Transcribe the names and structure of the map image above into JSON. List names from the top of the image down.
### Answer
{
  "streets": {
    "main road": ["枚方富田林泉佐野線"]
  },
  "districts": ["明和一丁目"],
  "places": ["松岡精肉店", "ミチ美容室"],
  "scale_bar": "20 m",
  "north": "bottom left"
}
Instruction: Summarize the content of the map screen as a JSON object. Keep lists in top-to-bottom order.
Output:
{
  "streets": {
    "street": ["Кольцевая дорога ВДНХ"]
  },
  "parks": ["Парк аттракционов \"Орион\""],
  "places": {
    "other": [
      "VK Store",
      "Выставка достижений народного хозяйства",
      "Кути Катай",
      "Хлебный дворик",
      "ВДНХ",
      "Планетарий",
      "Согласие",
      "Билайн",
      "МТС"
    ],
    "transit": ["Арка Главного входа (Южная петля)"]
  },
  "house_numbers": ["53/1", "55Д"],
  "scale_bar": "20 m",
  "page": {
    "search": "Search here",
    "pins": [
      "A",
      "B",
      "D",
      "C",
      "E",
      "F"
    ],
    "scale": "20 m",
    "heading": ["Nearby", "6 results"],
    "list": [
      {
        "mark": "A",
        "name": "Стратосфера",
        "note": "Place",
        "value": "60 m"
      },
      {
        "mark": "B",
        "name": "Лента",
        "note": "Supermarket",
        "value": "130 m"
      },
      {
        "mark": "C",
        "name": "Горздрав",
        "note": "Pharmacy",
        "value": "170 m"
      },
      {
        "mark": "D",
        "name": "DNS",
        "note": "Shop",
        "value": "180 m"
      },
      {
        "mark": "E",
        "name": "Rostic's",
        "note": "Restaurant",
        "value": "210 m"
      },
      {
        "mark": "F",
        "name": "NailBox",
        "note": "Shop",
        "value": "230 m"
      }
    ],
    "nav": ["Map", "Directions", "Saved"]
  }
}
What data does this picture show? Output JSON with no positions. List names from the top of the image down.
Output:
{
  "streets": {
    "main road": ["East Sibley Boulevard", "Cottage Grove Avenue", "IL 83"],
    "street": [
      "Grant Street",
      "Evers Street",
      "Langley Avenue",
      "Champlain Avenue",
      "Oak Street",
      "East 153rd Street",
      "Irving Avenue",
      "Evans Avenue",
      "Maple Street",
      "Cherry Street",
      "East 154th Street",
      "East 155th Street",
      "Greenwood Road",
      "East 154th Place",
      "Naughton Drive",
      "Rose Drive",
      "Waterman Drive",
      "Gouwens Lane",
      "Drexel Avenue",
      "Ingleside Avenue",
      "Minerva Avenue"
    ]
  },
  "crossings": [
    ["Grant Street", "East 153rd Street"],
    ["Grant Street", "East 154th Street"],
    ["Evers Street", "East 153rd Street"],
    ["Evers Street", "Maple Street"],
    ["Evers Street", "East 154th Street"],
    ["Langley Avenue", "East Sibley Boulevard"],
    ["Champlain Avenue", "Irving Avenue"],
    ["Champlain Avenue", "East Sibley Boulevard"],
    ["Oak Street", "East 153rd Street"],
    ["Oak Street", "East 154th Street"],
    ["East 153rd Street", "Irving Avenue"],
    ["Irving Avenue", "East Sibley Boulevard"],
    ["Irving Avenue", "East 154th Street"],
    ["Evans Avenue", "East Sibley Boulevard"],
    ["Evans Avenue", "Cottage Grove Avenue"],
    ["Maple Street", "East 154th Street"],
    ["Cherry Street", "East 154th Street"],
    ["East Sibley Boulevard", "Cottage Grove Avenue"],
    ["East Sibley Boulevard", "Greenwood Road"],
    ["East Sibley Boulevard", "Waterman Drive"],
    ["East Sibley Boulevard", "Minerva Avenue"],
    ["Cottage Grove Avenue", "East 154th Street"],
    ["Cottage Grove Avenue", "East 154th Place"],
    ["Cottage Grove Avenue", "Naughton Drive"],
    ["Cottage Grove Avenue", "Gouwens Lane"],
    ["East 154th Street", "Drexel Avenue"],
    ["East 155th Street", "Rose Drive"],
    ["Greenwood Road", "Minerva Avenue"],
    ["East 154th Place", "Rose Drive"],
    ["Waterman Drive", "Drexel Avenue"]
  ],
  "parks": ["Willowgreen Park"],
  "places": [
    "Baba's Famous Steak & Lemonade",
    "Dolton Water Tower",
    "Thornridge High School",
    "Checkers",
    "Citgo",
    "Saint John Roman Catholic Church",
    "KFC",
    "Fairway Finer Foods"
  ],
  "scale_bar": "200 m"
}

Task prompt – Line by line, transcribe the material above exactly.

Your solution –
Transcribe the names and structure of the map image above into JSON. List names from the top of the image down.
### Answer
{
  "streets": {
    "main road": ["枚方富田林泉佐野線"]
  },
  "districts": ["明和一丁目"],
  "places": ["松岡精肉店", "ミチ美容室"],
  "scale_bar": "20 m",
  "north": "bottom left"
}
Instruction: Summarize the content of the map screen as a JSON object. Keep lists in top-to-bottom order.
Output:
{
  "streets": {
    "street": ["Кольцевая дорога ВДНХ"]
  },
  "parks": ["Парк аттракционов \"Орион\""],
  "places": {
    "other": [
      "VK Store",
      "Выставка достижений народного хозяйства",
      "Кути Катай",
      "Хлебный дворик",
      "ВДНХ",
      "Планетарий",
      "Согласие",
      "Билайн",
      "МТС"
    ],
    "transit": ["Арка Главного входа (Южная петля)"]
  },
  "house_numbers": ["53/1", "55Д"],
  "scale_bar": "20 m",
  "page": {
    "search": "Search here",
    "pins": [
      "A",
      "B",
      "D",
      "C",
      "E",
      "F"
    ],
    "scale": "20 m",
    "heading": ["Nearby", "6 results"],
    "list": [
      {
        "mark": "A",
        "name": "Стратосфера",
        "note": "Place",
        "value": "60 m"
      },
      {
        "mark": "B",
        "name": "Лента",
        "note": "Supermarket",
        "value": "130 m"
      },
      {
        "mark": "C",
        "name": "Горздрав",
        "note": "Pharmacy",
        "value": "170 m"
      },
      {
        "mark": "D",
        "name": "DNS",
        "note": "Shop",
        "value": "180 m"
      },
      {
        "mark": "E",
        "name": "Rostic's",
        "note": "Restaurant",
        "value": "210 m"
      },
      {
        "mark": "F",
        "name": "NailBox",
        "note": "Shop",
        "value": "230 m"
      }
    ],
    "nav": ["Map", "Directions", "Saved"]
  }
}
What data does this picture show? Output JSON with no positions. List names from the top of the image down.
Output:
{
  "streets": {
    "main road": ["East Sibley Boulevard", "Cottage Grove Avenue", "IL 83"],
    "street": [
      "Grant Street",
      "Evers Street",
      "Langley Avenue",
      "Champlain Avenue",
      "Oak Street",
      "East 153rd Street",
      "Irving Avenue",
      "Evans Avenue",
      "Maple Street",
      "Cherry Street",
      "East 154th Street",
      "East 155th Street",
      "Greenwood Road",
      "East 154th Place",
      "Naughton Drive",
      "Rose Drive",
      "Waterman Drive",
      "Gouwens Lane",
      "Drexel Avenue",
      "Ingleside Avenue",
      "Minerva Avenue"
    ]
  },
  "crossings": [
    ["Grant Street", "East 153rd Street"],
    ["Grant Street", "East 154th Street"],
    ["Evers Street", "East 153rd Street"],
    ["Evers Street", "Maple Street"],
    ["Evers Street", "East 154th Street"],
    ["Langley Avenue", "East Sibley Boulevard"],
    ["Champlain Avenue", "Irving Avenue"],
    ["Champlain Avenue", "East Sibley Boulevard"],
    ["Oak Street", "East 153rd Street"],
    ["Oak Street", "East 154th Street"],
    ["East 153rd Street", "Irving Avenue"],
    ["Irving Avenue", "East Sibley Boulevard"],
    ["Irving Avenue", "East 154th Street"],
    ["Evans Avenue", "East Sibley Boulevard"],
    ["Evans Avenue", "Cottage Grove Avenue"],
    ["Maple Street", "East 154th Street"],
    ["Cherry Street", "East 154th Street"],
    ["East Sibley Boulevard", "Cottage Grove Avenue"],
    ["East Sibley Boulevard", "Greenwood Road"],
    ["East Sibley Boulevard", "Waterman Drive"],
    ["East Sibley Boulevard", "Minerva Avenue"],
    ["Cottage Grove Avenue", "East 154th Street"],
    ["Cottage Grove Avenue", "East 154th Place"],
    ["Cottage Grove Avenue", "Naughton Drive"],
    ["Cottage Grove Avenue", "Gouwens Lane"],
    ["East 154th Street", "Drexel Avenue"],
    ["East 155th Street", "Rose Drive"],
    ["Greenwood Road", "Minerva Avenue"],
    ["East 154th Place", "Rose Drive"],
    ["Waterman Drive", "Drexel Avenue"]
  ],
  "parks": ["Willowgreen Park"],
  "places": [
    "Baba's Famous Steak & Lemonade",
    "Dolton Water Tower",
    "Thornridge High School",
    "Checkers",
    "Citgo",
    "Saint John Roman Catholic Church",
    "KFC",
    "Fairway Finer Foods"
  ],
  "scale_bar": "200 m"
}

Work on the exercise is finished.